Correndo o risco de contrariar meus amigos mais chegados ao “aqui e agora” e ao “tudo novo de novo”, durante essa e as próximas semanas eu queria aprofundar com vocês uma impressão. O ponto de partida é o seguinte: não consigo deixar de pensar que essa “desocupação” (aliás, taí algo notável, verdadeira guerra de termos: os ocupantes “invadem”, mas a polícia “desocupa”...) tem muito a ver com aquele golpe. E já que os tempos no Brasil são de novo-desenvolvimentismo, busquemos então “desenvolver” esta relação.

01. Golpe e amnésia na esquerda

Não falo apenas do ato – e da corriqueira truculência – policial enquanto tal. Nem mesmo do fato de nosso judiciário ter a cara de pau de autorizar tranquilamente este tipo de reintegração de posse, mandando às favas dispositivos constitucionais referentes à chamada função social da propriedade e outras vitórias da classe trabalhadora brasileira inscritas na Constituição de 1988... Falo de outra coisa, relacionada a estas mas que não se reduz a elas. Falo de uma dimensão que aponta no sentido mesmo em que discuti o golpe na última coluna aqui no Blog do CQP!.

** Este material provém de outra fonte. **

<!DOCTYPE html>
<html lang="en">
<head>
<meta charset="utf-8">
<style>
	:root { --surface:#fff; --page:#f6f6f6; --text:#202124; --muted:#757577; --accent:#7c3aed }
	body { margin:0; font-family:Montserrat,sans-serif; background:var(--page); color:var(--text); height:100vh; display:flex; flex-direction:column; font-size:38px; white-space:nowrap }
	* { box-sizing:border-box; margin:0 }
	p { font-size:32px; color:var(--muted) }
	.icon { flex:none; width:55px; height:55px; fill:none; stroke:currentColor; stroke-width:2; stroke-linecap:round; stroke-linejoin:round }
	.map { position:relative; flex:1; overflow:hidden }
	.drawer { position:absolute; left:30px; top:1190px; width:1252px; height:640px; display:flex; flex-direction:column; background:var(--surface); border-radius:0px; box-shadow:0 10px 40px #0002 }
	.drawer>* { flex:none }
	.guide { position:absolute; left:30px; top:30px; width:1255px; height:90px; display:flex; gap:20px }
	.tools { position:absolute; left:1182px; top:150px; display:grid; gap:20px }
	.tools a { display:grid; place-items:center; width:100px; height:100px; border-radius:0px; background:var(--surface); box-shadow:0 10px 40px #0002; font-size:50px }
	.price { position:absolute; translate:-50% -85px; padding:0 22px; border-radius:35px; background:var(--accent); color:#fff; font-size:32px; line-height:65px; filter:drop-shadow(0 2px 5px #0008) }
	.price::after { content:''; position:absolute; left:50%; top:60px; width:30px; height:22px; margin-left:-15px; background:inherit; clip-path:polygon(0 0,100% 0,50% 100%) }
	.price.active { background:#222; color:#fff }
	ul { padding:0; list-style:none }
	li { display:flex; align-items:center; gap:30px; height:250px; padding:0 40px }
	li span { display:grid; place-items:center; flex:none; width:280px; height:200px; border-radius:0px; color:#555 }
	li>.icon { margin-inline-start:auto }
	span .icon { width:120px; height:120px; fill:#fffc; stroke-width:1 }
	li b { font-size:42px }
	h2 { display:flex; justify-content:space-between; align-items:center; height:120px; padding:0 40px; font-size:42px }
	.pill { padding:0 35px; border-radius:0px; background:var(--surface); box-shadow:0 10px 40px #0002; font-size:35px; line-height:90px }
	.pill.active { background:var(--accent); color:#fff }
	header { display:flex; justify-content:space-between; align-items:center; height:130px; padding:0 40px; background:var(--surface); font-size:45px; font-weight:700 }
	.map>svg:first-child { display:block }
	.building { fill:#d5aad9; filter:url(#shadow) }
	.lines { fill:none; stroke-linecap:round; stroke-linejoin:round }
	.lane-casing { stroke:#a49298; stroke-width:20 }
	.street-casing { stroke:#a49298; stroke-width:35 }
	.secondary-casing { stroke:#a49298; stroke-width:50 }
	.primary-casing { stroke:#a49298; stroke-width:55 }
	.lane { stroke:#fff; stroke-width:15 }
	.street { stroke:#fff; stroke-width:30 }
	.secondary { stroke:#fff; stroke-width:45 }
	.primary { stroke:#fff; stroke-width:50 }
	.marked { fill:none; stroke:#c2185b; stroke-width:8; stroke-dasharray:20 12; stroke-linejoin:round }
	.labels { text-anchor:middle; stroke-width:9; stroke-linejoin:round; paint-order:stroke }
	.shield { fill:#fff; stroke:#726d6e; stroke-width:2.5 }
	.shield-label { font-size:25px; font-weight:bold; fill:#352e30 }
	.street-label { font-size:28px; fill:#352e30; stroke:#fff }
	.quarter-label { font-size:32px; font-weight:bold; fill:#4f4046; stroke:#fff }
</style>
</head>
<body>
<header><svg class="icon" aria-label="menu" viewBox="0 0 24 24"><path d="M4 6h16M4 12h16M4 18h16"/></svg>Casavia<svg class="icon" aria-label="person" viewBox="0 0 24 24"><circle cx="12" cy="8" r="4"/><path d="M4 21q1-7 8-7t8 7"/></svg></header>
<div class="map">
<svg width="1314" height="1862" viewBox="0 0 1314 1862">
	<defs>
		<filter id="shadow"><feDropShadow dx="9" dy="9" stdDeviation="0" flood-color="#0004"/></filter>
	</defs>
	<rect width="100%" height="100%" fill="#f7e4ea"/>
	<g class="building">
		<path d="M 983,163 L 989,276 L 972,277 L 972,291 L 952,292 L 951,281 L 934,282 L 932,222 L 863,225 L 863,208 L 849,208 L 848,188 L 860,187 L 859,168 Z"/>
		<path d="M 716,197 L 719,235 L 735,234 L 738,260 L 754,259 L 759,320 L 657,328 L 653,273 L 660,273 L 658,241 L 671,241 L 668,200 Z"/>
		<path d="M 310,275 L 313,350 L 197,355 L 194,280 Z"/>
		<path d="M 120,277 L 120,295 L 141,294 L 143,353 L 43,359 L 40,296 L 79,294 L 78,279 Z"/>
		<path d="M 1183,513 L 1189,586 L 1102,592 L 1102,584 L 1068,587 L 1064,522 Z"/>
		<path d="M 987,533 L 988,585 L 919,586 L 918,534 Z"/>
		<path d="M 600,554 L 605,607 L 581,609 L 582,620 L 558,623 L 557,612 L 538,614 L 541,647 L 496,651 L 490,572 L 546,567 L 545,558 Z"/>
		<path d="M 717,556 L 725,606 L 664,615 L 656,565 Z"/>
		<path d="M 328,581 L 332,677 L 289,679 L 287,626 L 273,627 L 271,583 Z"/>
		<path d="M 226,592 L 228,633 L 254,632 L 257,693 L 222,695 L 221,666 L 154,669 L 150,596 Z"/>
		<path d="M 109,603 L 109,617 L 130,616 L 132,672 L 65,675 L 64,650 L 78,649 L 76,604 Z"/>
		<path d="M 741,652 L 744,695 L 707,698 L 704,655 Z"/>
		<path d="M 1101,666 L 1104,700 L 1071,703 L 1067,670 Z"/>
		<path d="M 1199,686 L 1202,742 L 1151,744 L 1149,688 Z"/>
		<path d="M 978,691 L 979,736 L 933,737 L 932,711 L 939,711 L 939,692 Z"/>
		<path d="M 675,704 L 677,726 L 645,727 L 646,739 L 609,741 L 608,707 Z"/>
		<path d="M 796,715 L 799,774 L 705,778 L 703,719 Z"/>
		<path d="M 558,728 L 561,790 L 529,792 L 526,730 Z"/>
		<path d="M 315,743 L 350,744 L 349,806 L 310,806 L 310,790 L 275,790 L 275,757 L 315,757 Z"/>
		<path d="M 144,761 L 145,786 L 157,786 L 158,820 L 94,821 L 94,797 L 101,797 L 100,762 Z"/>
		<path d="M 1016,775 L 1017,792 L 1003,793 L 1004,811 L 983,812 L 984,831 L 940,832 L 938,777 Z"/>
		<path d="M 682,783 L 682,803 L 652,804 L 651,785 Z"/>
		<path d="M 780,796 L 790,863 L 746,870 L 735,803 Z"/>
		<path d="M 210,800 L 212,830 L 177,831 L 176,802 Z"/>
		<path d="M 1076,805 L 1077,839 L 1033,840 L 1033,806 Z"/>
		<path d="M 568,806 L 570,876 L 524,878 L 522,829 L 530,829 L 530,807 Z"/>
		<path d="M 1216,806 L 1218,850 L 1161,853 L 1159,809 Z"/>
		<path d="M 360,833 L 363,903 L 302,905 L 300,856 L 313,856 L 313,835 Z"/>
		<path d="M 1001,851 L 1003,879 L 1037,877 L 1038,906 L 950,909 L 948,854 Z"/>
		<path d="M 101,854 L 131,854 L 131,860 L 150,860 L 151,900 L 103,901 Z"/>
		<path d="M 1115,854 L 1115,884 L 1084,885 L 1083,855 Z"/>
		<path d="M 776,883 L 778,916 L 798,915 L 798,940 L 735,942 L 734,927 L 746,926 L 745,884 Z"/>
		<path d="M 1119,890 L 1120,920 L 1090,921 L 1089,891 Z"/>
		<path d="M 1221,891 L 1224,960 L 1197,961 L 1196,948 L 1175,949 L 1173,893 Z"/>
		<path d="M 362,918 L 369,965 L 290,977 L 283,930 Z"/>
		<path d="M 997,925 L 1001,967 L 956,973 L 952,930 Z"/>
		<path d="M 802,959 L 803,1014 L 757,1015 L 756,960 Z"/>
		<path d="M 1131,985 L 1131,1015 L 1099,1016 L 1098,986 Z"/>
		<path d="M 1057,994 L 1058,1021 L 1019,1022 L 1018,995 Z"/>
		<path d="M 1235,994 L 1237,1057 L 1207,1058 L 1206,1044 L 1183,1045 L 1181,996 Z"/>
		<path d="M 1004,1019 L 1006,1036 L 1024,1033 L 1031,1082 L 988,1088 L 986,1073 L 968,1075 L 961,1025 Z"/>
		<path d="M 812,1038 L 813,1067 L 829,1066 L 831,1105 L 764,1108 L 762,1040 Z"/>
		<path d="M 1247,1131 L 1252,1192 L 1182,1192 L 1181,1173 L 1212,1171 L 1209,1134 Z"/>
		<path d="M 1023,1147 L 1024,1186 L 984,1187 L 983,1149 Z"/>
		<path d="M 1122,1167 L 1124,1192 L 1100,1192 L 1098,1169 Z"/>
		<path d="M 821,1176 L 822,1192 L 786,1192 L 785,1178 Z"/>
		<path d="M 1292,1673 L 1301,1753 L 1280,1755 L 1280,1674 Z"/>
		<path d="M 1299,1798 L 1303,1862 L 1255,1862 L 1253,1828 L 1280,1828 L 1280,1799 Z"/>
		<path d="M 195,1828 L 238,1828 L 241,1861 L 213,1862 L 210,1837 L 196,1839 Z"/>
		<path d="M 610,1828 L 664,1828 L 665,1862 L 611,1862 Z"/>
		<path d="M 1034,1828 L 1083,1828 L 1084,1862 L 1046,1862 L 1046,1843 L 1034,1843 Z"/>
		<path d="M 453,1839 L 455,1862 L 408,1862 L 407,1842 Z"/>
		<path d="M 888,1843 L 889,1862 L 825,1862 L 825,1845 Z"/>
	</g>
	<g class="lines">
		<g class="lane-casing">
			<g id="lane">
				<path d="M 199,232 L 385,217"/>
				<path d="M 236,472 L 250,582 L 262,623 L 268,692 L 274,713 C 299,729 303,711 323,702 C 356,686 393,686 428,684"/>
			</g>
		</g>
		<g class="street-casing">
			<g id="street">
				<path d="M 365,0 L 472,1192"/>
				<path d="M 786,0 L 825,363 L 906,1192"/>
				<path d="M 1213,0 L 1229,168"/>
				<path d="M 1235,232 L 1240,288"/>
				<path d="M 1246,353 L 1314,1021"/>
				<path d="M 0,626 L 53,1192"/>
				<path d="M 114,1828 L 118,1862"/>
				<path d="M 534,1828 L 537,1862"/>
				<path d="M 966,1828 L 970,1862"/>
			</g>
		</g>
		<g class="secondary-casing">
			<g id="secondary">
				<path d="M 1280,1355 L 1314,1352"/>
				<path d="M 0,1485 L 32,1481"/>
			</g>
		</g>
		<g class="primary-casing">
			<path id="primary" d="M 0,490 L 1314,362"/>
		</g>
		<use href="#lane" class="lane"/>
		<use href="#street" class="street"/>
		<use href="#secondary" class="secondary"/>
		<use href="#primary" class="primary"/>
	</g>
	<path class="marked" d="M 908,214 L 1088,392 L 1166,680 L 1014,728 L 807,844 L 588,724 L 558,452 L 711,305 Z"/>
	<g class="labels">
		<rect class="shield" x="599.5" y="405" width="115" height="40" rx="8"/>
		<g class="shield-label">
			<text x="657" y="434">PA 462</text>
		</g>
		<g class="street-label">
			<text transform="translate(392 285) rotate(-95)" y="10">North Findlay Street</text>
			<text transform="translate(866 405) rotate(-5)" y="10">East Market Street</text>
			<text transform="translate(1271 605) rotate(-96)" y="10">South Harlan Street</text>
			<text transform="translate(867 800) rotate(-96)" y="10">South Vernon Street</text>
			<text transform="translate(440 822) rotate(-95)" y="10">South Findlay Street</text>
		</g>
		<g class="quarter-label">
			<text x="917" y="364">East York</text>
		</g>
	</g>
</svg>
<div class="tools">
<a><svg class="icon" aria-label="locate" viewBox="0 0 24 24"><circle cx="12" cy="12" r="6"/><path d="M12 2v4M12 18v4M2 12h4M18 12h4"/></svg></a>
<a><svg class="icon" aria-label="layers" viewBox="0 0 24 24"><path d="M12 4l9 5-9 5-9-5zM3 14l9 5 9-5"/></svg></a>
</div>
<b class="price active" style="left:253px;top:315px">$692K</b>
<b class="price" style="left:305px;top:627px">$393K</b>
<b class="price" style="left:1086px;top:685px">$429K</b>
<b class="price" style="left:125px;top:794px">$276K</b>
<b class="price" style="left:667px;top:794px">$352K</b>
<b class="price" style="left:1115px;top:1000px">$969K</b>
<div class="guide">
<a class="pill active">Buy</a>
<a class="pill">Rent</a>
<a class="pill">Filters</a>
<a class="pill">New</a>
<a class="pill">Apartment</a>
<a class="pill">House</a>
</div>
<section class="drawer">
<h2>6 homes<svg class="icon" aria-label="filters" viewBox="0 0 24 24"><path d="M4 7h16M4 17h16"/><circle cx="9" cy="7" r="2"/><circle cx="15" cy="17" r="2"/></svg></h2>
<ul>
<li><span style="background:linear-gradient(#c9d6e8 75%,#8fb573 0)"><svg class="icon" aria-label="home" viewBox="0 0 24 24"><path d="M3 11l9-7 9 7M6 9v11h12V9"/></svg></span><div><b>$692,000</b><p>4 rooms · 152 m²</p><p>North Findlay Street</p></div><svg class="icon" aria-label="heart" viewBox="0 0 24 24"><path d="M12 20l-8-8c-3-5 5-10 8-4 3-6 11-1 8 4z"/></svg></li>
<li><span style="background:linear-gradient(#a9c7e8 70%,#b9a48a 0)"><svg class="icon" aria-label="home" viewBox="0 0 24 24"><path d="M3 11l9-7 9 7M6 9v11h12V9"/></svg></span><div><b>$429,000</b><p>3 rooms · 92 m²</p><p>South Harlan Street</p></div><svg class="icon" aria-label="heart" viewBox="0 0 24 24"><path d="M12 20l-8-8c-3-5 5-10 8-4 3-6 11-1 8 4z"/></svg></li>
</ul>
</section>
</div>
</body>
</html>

Naquele texto, afirmei que o golpe foi um grande sucesso no terreno cultural, pois conseguiu o que queria: emburreceu o país. Do debate sobre a “revolução brasileira” passamos ao debate sobre as “estruturas inconscientes como determinantes do real”; da riqueza de posições no pensar os caminhos que o Brasil deveria seguir, passamos à afirmação do “único caminho possível”; de Gilberto Gil e Capinam passamos a Gilberto Gil e Jorge Mautner... Quem não pagou com a vida, a saúde ou o exílio por suas posições políticas tendeu a, cada vez mais, se adaptar ao ambiente constrangedor criado pelo regime, ou então, mesmo criticando, “falar de lado, olhando pro chão”.

Tratou-se, no caso, de “apagar seletivamente” a memória coletiva brasileira. Apagá-la para o que dizia respeito a suas próprias lutas, a suas dúvidas, às respostas que encontrou para elas, às soluções que encaminhou para seus próprios problemas. Apagá-la no que dizia respeito a sua experiência de classe entendida historicamente.

Quando a ditadura começou a fazer água, surgiu um partido “de novo tipo”. Um partido que se afirmava “verdadeiramente da classe trabalhadora”. Um partido capaz de inventar o novo, porque “não comprometido com os políticos e a política tradicionais”. Um partido que “não precisava de intelectuais para dizer-lhe o que fazer”, pois nele “as decisões partiam de baixo pra cima, e ninguém melhor que a classe trabalhadora para saber o que quer a classe trabalhadora”.

Assim, em 1982 foi fundado em São Paulo, no Colégio Sion, o Partido dos Trabalhadores. Este partido, 20 anos depois, pôs pela primeira vez na Presidência do Brasil um operário, que entre outras façanhas “novo-desenvolvimentistas” conseguiu atrair a Copa do Mundo e as Olimpíadas para o Brasil e o Rio de Janeiro.